WHAT IS REQUIRED> Look through the lines below; wherever the word "linecap" appears, copy that line.

━━━━━━━━

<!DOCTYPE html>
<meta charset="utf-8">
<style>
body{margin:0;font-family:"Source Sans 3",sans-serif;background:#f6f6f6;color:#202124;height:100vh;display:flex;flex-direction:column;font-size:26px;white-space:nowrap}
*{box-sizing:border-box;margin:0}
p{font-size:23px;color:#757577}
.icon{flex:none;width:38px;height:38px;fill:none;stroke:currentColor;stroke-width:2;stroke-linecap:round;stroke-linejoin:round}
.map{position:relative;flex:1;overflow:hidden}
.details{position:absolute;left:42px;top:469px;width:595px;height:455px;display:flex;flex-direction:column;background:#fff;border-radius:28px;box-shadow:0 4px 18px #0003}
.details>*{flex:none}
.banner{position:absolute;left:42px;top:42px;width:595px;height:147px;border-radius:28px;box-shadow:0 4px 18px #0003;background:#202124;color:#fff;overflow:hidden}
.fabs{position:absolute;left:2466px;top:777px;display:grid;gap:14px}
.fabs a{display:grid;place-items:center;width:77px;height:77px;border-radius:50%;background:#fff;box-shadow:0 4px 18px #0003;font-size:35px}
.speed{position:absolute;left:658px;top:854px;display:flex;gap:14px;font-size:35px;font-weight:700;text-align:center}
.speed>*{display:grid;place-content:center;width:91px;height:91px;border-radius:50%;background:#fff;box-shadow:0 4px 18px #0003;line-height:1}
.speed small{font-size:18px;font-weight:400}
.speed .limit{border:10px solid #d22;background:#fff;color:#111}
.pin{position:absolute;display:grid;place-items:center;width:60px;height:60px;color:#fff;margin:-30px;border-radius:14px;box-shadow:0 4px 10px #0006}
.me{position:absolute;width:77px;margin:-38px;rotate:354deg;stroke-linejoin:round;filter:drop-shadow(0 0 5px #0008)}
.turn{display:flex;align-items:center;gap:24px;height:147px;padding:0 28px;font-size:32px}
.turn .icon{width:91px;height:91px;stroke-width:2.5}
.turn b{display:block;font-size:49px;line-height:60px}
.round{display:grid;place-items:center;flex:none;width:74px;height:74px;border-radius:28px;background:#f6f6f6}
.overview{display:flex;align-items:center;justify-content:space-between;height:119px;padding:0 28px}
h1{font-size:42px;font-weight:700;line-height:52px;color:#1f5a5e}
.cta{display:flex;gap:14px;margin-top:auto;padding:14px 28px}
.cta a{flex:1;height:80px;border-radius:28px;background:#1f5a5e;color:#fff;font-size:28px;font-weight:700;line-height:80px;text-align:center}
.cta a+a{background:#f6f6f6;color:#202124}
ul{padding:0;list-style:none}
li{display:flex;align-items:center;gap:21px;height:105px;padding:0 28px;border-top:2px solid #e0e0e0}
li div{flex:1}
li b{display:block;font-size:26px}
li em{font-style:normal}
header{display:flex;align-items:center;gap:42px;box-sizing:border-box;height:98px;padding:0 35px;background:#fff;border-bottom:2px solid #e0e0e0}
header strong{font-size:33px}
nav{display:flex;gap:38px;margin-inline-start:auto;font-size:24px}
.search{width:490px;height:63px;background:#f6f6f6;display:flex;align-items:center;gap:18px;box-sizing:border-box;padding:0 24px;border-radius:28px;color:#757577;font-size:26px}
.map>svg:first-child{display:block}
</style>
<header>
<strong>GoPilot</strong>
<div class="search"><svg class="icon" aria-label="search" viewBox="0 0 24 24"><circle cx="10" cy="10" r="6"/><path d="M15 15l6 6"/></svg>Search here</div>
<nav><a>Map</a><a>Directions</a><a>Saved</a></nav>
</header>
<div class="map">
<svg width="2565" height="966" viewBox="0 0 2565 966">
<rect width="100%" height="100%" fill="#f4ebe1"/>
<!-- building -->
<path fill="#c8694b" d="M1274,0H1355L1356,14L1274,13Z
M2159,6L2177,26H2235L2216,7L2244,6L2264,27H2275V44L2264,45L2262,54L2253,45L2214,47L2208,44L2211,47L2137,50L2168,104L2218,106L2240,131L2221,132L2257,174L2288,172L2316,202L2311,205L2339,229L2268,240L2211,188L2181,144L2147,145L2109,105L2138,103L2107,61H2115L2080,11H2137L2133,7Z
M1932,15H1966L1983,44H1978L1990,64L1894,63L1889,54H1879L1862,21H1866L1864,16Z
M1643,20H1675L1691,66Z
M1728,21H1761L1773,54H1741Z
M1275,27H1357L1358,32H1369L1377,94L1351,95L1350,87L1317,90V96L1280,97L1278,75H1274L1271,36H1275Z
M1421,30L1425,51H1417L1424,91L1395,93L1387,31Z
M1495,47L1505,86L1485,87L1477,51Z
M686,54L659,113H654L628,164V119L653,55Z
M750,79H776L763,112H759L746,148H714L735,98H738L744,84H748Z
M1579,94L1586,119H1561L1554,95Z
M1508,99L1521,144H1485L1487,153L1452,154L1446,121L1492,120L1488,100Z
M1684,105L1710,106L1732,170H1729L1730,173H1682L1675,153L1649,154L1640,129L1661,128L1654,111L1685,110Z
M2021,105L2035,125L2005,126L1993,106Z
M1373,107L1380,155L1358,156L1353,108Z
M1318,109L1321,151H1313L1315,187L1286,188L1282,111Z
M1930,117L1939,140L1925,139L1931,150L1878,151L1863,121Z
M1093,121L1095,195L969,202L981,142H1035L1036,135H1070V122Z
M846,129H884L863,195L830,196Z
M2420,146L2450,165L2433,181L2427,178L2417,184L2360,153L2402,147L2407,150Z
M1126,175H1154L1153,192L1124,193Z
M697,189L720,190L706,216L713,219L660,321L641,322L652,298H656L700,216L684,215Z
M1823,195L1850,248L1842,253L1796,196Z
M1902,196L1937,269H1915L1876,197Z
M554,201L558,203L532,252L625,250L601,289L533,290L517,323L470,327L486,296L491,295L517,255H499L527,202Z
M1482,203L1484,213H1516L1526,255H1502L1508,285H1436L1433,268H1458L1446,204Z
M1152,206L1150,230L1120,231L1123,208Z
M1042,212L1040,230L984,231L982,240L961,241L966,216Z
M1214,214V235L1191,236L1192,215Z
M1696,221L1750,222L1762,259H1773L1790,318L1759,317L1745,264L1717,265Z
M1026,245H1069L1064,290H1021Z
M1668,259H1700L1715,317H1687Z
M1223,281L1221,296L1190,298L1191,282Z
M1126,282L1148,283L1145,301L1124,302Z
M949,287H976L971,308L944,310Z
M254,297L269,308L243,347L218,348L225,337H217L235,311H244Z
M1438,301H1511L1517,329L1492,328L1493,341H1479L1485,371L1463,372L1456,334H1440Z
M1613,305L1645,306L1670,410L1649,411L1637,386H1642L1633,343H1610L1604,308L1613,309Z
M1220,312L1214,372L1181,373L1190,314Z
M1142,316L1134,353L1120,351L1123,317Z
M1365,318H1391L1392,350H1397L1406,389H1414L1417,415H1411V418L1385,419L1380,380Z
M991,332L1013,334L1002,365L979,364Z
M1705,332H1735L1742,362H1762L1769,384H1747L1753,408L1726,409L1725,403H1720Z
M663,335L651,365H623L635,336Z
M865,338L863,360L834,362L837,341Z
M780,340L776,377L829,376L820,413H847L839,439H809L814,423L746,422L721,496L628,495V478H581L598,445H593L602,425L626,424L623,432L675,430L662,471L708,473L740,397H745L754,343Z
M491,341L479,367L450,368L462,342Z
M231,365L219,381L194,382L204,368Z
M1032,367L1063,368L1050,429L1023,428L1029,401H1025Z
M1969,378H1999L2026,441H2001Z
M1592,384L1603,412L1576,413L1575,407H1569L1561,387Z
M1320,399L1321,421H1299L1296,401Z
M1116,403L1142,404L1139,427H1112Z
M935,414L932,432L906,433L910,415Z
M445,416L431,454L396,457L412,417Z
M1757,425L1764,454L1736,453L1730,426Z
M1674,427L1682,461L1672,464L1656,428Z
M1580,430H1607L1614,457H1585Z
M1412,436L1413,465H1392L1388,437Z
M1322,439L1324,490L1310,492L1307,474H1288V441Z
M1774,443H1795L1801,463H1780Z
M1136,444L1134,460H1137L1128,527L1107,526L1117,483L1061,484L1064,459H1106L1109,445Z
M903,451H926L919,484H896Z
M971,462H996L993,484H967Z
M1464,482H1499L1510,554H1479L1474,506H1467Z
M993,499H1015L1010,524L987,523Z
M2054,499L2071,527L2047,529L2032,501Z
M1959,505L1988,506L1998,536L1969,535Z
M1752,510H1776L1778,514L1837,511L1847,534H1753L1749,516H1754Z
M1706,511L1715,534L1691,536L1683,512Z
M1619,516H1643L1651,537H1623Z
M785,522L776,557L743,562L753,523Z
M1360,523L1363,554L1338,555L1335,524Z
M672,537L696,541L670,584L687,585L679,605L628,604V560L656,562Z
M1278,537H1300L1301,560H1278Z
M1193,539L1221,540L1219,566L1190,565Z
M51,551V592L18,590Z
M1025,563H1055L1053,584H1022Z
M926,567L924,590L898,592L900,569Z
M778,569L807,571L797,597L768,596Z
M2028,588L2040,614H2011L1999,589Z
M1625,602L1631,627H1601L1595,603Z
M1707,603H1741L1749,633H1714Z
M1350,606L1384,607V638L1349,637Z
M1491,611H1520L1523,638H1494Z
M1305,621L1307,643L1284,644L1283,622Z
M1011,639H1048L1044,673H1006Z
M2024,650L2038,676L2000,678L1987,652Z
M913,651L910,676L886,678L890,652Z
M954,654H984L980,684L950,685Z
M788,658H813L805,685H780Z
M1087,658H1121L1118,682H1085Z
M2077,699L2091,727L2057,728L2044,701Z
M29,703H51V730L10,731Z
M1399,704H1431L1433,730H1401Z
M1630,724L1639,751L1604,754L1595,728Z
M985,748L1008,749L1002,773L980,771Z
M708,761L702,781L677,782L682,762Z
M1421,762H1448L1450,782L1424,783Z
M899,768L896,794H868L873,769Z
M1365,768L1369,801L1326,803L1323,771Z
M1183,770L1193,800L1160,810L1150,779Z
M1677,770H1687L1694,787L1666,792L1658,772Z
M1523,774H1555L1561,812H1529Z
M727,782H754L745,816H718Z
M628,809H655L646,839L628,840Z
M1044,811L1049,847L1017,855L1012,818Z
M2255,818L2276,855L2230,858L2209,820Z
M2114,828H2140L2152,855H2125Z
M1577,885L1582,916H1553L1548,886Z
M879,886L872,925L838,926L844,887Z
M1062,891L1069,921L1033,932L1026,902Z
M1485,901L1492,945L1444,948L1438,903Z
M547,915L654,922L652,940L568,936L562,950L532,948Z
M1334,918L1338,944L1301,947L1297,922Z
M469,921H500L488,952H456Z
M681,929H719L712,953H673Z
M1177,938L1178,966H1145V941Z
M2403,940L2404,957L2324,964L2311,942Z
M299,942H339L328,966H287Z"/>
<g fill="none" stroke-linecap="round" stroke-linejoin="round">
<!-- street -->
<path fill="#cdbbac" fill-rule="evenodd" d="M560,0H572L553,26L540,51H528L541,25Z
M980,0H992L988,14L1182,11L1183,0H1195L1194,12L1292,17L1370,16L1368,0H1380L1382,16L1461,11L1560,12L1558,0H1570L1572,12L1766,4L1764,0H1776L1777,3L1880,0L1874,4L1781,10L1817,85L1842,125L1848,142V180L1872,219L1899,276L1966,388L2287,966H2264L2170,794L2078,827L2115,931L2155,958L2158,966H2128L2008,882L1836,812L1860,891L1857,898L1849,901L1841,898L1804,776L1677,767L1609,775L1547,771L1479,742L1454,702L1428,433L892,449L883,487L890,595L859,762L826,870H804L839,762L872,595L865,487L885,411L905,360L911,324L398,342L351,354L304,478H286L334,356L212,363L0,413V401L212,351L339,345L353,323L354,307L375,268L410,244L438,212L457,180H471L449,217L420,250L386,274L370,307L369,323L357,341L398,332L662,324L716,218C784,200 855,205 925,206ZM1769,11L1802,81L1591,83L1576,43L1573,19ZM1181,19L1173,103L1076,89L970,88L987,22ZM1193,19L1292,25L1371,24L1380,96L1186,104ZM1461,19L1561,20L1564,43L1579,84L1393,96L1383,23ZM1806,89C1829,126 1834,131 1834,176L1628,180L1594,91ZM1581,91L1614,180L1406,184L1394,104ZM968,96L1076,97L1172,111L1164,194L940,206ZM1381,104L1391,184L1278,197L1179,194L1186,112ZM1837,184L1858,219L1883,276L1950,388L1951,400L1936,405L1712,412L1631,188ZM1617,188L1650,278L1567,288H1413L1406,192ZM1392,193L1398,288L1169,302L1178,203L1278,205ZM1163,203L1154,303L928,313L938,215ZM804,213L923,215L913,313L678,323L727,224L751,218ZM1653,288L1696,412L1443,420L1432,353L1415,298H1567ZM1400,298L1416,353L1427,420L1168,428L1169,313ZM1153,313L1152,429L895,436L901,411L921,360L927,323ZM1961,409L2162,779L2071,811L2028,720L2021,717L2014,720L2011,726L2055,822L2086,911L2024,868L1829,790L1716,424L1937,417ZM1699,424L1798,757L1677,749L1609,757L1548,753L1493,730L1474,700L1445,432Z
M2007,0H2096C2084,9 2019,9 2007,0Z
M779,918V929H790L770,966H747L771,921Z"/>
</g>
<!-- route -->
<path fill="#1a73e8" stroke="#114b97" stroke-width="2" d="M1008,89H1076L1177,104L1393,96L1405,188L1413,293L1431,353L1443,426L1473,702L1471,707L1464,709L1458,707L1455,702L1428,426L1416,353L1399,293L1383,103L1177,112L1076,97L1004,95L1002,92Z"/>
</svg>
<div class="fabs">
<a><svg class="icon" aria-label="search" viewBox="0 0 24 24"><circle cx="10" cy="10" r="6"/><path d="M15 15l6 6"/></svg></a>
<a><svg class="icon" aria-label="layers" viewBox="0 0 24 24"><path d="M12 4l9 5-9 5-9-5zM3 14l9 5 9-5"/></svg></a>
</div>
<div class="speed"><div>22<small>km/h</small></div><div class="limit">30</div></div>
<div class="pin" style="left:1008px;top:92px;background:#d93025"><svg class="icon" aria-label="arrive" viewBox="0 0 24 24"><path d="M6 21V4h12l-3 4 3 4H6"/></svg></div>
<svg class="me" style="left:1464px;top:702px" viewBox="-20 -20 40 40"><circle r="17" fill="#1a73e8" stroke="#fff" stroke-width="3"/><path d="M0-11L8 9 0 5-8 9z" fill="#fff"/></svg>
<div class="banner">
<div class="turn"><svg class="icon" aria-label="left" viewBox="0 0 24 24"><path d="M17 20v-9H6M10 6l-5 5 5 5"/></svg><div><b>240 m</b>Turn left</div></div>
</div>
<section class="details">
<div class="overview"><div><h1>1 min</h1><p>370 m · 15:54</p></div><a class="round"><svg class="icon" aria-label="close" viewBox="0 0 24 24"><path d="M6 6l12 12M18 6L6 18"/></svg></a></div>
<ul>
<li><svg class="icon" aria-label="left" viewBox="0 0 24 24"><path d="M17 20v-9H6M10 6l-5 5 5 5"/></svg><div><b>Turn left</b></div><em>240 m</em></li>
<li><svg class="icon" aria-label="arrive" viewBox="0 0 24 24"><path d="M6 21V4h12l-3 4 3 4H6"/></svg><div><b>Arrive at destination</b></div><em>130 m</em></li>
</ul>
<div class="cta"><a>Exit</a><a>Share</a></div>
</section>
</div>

━━━━━━━━

YOUR SOLUTION>
.icon{flex:none;width:38px;height:38px;fill:none;stroke:currentColor;stroke-width:2;stroke-linecap:round;stroke-linejoin:round}
<g fill="none" stroke-linecap="round" stroke-linejoin="round">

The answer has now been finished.